Archive for the 'I Run Therefore I Am' Category

Here Comes the Sun

February 25, 2010 | Filed under: I Run Therefore I Am, Is She Still Talking?

I’ve had New Year’s resolutions to tell you about for, oh, the last sixty days.  Now’s as good a time as any to discuss them, as they’ll become important in a minute.

1.  Eat healthy foods, made from real, non-processed, organic/locally-grown ingredients.

2.  Exercise.  Sixty hours a week in front of a computer is not healthy.

3.  Do not let February steamroll you this year, as it has in so many years past.

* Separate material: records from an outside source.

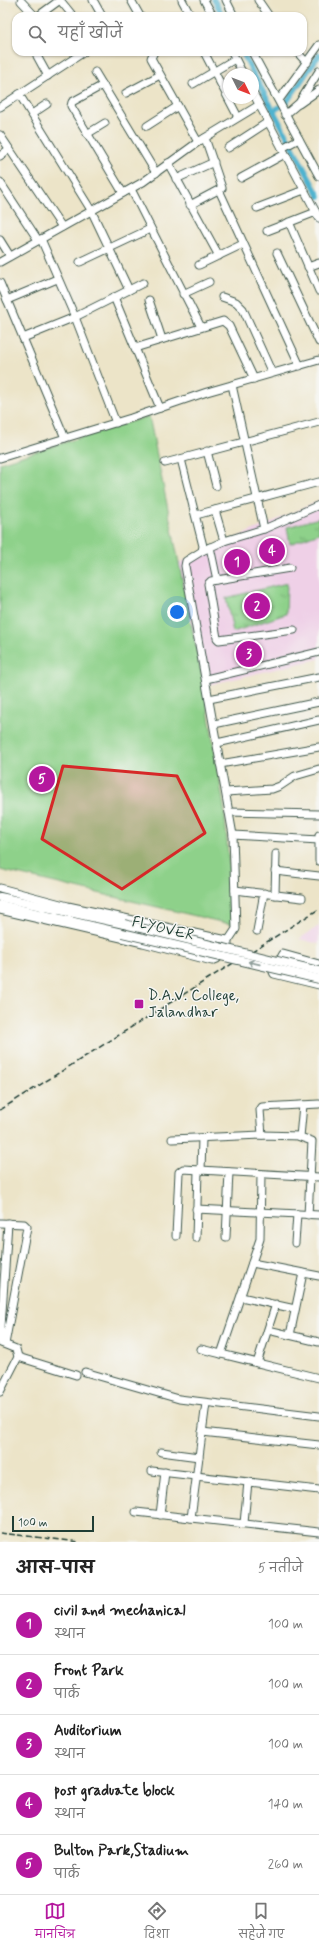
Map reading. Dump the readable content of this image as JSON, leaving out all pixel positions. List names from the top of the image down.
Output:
{
  "streets": {
    "main road": ["FLYOVER"]
  },
  "places": {
    "transit": ["D.A.V. College, Jalandhar"]
  },
  "scale_bar": "100 m",
  "north": "bottom right",
  "page": {
    "search": "यहाँ खोजें",
    "pins": [
      "4",
      "1",
      "2",
      "3",
      "5"
    ],
    "scale": "100 m",
    "heading": ["आस-पास", "5 नतीजे"],
    "list": [
      {
        "mark": "1",
        "name": "civil and mechanical",
        "note": "स्थान",
        "value": "100 m"
      },
      {
        "mark": "2",
        "name": "Front Park",
        "note": "पार्क",
        "value": "100 m"
      },
      {
        "mark": "3",
        "name": "Auditorium",
        "note": "स्थान",
        "value": "100 m"
      },
      {
        "mark": "4",
        "name": "post graduate block",
        "note": "स्थान",
        "value": "140 m"
      },
      {
        "mark": "5",
        "name": "Bulton Park,Stadium",
        "note": "पार्क",
        "value": "260 m"
      }
    ],
    "nav": ["मानचित्र", "दिशा", "सहेजे गए"]
  }
}
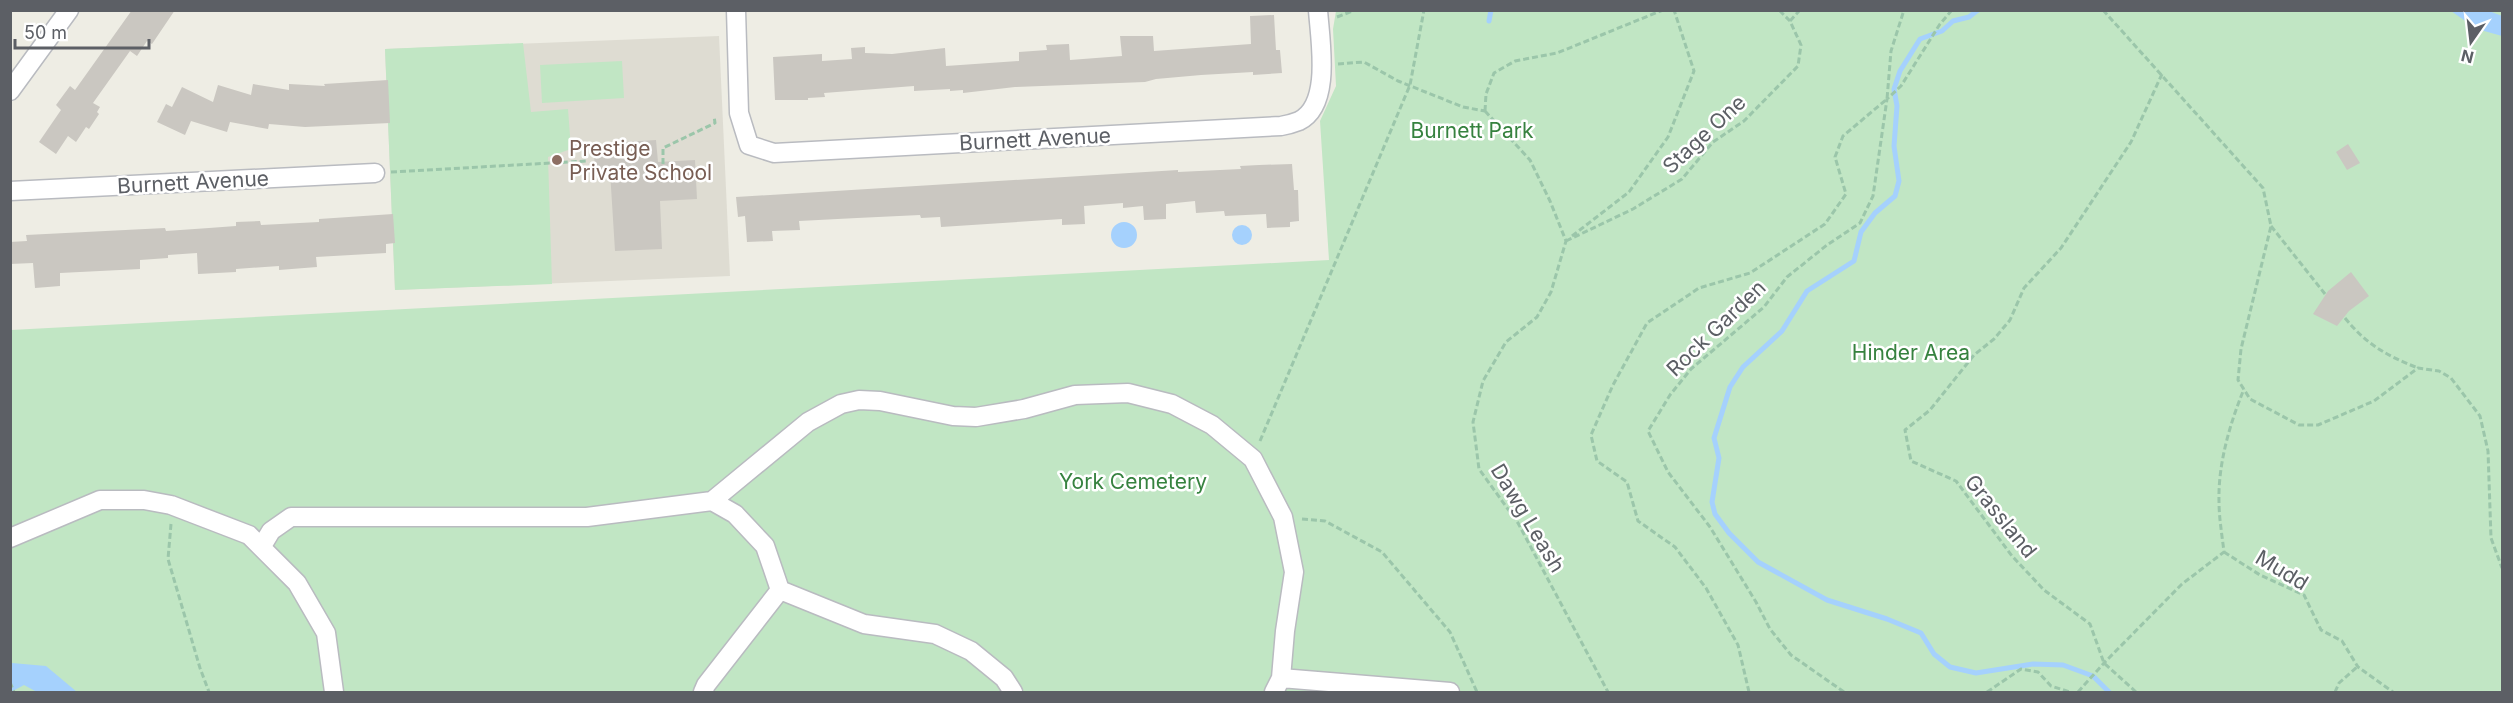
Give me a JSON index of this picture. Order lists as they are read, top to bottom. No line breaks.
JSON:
{"streets":{"street":["Burnett Avenue"],"path":["Stage One","Rock Garden","Grassland","Dawg Leash","Mudd"]},"crossings":[["Stage One","Dawg Leash"]],"parks":["Burnett Park","Hinder Area","York Cemetery"],"places":["Prestige Private School"],"scale_bar":"50 m","north":"bottom"}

That’s it:  three things.  Manageable, right?  While resolutions #1 and #2 are going … well, not great, but fine … I am completely and utterly failing on the February part.  (Five days into February, my boss resigned.  Then I tossed a hand grenade into my precariously-balanced relationship.  On the same day.)  It’s been an anxiety-filled three weeks here, and if you don’t believe me, ask my spice-loving co-worker who took a break from the sauce (literally) because it was eating a whole in his stomach.

But!  Tomorrow I’m getting on a plane, bound for New Orleans and the Rock’n'Roll Mardi Gras Marathon where I will drag my under-prepared self 13.1 miles to the finish line.  (The chance to run regularly would have really helped my stress levels, but DC was busy being buried under 54 inches of snow this winter.  Great timing, Mother Nature!)  While flying to another city to run 13 miles seems crazy, the real crazy is that it’s the best excuse I’ve had in a while to take two days off of work.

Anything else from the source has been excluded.